In a neat bedroom there was a double bed with a lemon-coloured bedspread featuring a design of small pink rosebuds. A little table stood in an alcove. On it were an upright wooden crucifix and a pair of plaster hands, held in a praying position and holding a small tea light. On either side were pink candles, about a quarter burnt down, and on the wall in front of the table, a large framed photograph of a dog, a border collie – brown and white – looking up with huge eyes. A small vase of smoked glass held a single red rose.
I became aware of old-fashioned music and realised I must have nodded off. Surprised at being in unfamiliar surroundings, it took me a moment to remember where I was. The news had finished and it was now an old black and white movie. I didn’t know they showed those any more. I recognised the pale, angular face of a famous old actor. The one who looked like Peter Cushing. What was his name? I couldn’t remember and got up and turned the TV off. I looked at the clock and got a shock. It was nearly midnight!
Where the hell was Rose? I looked around the apartment, just to make sure she wasn’t back. In the alcove in the bedroom I was surprised to find several rose petals on the little table. That was odd.

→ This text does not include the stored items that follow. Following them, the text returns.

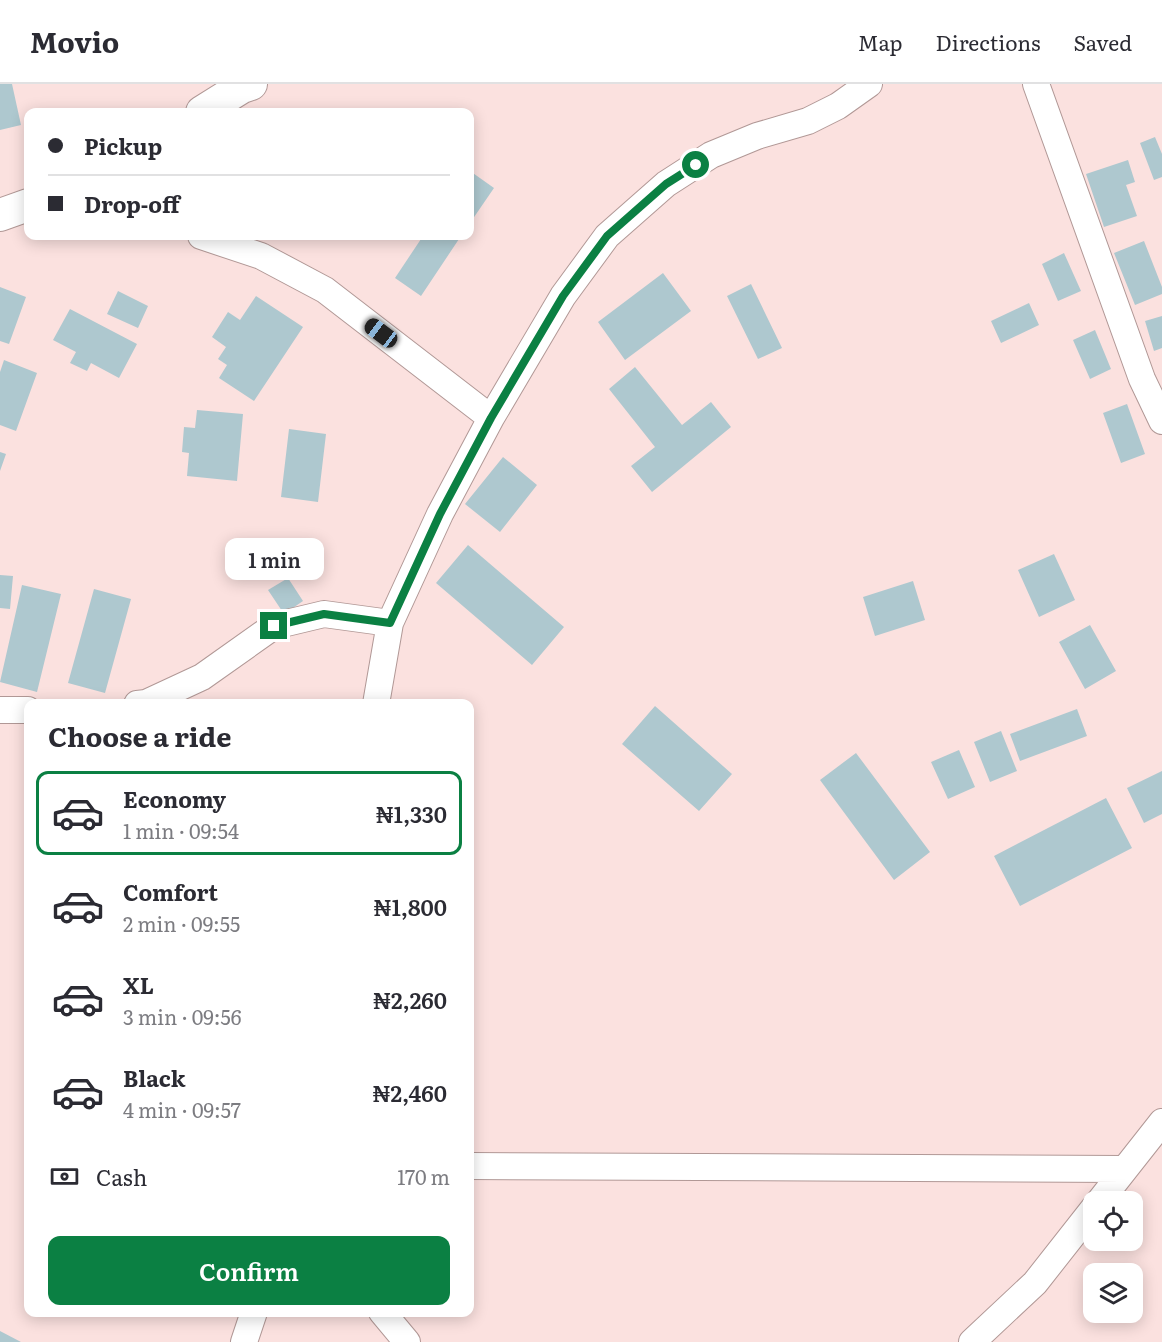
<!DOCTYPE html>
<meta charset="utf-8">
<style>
body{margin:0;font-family:Literata,serif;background:#f7f7f7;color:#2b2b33;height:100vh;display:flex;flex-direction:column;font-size:22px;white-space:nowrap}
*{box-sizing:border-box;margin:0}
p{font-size:20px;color:#7c7c81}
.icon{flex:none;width:33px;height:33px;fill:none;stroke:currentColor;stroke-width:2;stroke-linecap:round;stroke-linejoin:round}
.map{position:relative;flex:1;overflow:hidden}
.drawer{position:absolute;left:24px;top:615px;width:450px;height:618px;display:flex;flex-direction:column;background:#fff;border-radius:12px;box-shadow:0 3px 15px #0003}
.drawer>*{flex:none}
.top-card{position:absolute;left:24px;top:24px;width:450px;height:132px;border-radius:12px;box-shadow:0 3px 15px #0003;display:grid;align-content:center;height:132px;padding:0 24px;background:#fff}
.tools{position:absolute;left:1083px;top:1107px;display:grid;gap:12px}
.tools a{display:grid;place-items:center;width:60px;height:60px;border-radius:12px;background:#fff;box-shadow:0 3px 15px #0003;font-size:30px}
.end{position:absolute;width:27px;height:27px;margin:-14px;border:8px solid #0b8043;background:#fff;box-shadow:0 0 0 3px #fff}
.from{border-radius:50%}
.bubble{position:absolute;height:42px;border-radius:12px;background:#fff;box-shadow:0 3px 15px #0003;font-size:20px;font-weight:600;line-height:42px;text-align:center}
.car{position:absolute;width:18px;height:36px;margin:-18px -9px;border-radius:8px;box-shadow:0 0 4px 2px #0007;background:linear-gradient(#222 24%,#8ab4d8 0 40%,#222 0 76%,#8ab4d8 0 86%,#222 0)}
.top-card b{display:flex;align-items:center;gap:21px;height:57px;font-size:22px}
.top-card b+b{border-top:2px solid #e1e1e2}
.top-card i{width:15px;height:15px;background:#2b2b33}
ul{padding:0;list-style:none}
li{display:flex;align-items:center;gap:18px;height:84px;margin:0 12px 9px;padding:0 12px;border:3px solid transparent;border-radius:12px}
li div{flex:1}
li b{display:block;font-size:22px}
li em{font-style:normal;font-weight:600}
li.current{border-color:#0b8043}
li>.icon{width:54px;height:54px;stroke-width:1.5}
h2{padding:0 24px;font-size:27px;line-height:72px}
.pay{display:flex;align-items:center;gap:15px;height:66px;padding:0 24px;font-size:22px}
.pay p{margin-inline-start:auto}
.button{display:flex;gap:12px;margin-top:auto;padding:12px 24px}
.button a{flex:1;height:69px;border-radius:12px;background:#0b8043;color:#fff;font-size:24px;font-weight:600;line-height:69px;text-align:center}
header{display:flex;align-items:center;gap:36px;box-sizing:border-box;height:84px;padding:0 30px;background:#fff;border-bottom:2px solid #e1e1e2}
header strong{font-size:28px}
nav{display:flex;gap:33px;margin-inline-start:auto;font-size:21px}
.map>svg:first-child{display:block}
.building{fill:#aec8cf}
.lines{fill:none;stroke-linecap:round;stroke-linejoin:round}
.minor-casing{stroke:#b19896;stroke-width:28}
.tertiary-casing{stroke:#b19896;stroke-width:34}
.minor{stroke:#fff;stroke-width:26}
.tertiary{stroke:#fff;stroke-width:32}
.route{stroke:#0b8043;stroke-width:8}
</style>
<header>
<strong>Movio</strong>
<nav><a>Map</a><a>Directions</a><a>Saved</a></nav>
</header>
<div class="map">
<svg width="1162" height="1258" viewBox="0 0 1162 1258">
<rect width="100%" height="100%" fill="#fbe1df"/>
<path class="building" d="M0,0H12L21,41L0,46Z
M1155,53L1162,70V93L1154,96L1140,59Z
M1128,76L1135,98L1126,101L1137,132L1104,143L1086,90Z
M470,87L494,104L470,139Z
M423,152H461L421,212L395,194Z
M1144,157L1162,203V210L1135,221L1114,169Z
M1064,169L1081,207L1058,217L1042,180Z
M663,189L691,227L625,276L598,238Z
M751,200L782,264L758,275L727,212Z
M0,203L26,213L9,260L0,257Z
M118,207L148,222L138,244L107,230Z
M256,212L303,243L254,317L219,294L227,281L218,275L226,263L212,253L228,228L240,236Z
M1029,219L1039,241L1001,259L991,237Z
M70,225L137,260L119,294L91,279L87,287L70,279L76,268L53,256Z
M1162,232V264L1154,267L1145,237Z
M1095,246L1111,285L1090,295L1073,256Z
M4,276L37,289L16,347L0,341V288Z
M635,283L682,341L711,318L731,343L652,408L631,382L655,363L609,305Z
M1127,320L1145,370L1121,379L1103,329Z
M197,326L243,330L237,397L187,392L189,369L182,368L184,343L195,344Z
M289,345L326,350L318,418L281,413Z
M0,368L6,370L0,387Z
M503,373L537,401L500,448L465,420Z
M468,461L564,543L532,581L436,499Z
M1054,470L1075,516L1039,533L1018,486Z
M0,491L13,492L10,525L0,524Z
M288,494L303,517L284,530L268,506Z
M913,497L925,536L875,552L863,513Z
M22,501L61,510L37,608L0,598Z
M94,505L131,515L105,609L68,599Z
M1090,541L1116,587L1085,605L1059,558Z
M655,622L732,690L699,727L622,660Z
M1077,625L1087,652L1020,677L1010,650Z
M1001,647L1017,687L990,698L974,658Z
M959,666L975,703L948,715L931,678Z
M856,669L930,768L894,796L820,696Z
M1162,687V730L1144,739L1127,704Z
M1106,714L1132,764L1020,822L994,772Z
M0,1247L21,1258H0Z"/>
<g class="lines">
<g class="minor-casing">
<path id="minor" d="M1036,0L1142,295L1162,337
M201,152L261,172L325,206L491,334
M137,620L146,619L202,593L274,542L324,530L390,539
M376,620L390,539L440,430L491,334L563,212L607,152L666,100L711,71L757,52L808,37L838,22L869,0
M0,626H28
M470,1082L1124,1085
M1099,1118L1162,1038
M382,1228L407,1258
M244,1258L254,1228
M972,1258L1035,1199L1094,1124"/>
</g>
<g class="tertiary-casing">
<path id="tertiary" d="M202,28L242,3L251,0
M0,131L28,121"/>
</g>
<use href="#minor" class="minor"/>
<use href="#tertiary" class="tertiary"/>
</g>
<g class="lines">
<path class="route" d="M274,542L324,530L390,539L440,430L491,334L563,212L607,152L666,100L696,81"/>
</g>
</svg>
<div class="tools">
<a><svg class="icon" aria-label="locate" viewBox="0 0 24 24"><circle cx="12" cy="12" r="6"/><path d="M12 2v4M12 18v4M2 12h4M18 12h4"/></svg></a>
<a><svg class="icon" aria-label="layers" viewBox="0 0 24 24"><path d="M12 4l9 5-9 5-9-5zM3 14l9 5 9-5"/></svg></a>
</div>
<i class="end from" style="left:696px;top:81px"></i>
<i class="end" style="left:274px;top:542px"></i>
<div class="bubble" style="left:225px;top:454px;width:99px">1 min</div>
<i class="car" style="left:381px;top:249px;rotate:307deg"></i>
<div class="top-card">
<b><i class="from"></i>Pickup</b>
<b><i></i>Drop-off</b>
</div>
<section class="drawer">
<h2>Choose a ride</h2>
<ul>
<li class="current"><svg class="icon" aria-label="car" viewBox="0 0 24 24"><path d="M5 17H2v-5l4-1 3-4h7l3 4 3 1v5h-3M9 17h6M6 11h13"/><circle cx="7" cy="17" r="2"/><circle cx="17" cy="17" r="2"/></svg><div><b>Economy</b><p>1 min · 09:54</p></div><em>₦1,330</em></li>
<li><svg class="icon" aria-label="car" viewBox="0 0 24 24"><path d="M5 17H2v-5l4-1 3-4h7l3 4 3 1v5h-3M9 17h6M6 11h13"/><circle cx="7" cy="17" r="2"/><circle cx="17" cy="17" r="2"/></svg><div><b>Comfort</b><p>2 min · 09:55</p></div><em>₦1,800</em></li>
<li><svg class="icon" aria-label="car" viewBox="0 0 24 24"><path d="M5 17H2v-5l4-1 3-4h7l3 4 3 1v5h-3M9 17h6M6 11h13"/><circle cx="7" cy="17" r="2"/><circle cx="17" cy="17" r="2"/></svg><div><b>XL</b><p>3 min · 09:56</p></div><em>₦2,260</em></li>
<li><svg class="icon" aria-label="car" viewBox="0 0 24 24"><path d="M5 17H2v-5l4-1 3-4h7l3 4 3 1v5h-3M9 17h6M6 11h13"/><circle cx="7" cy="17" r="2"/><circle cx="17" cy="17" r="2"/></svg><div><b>Black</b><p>4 min · 09:57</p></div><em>₦2,460</em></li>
</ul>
<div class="pay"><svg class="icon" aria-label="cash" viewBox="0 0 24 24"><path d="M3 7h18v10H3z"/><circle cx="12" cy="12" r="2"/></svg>Cash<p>170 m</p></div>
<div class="button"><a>Confirm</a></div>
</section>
</div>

I found some notepaper and a pen and scribbled a message to leave outside the front door in case Rose came back in the meantime, then grabbed my coat and went out. I took the lift down to the lobby and walked out into the deserted street. There was a quiet, cold rain. I looked up and down, seeing the yellow lamplight reflected on the wet paving slabs. In the distance I could see flashing blue and red lights. I decided to walk in that direction.
As I approached, I could feel apprehension building in my gut. There were a number of police cars and an ambulance, and on the pavement, a small wet crowd. As I grew closer, the ambulance drove off and the crowd, seeming to lose interest, began to drift away.
“Excuse me. What happened?” I asked a large middle-aged woman in a raincoat and beret.
“There was an accident. The police were chasing a motorbike.” She gestured to a mangled wreck behind a police car, which I could now see. It was surrounded by chequered tape. “It crashed and hit a pedestrian.” In the street light her face looked like a slab of orange clay. “They said they were both killed.”
“Who was the pedestrian? D’you know?”
“No. They said it was a young woman. She had a photo of a dog. That’s all I know.” She turned away and her bulky silhouette shuffled off slowly into the rain.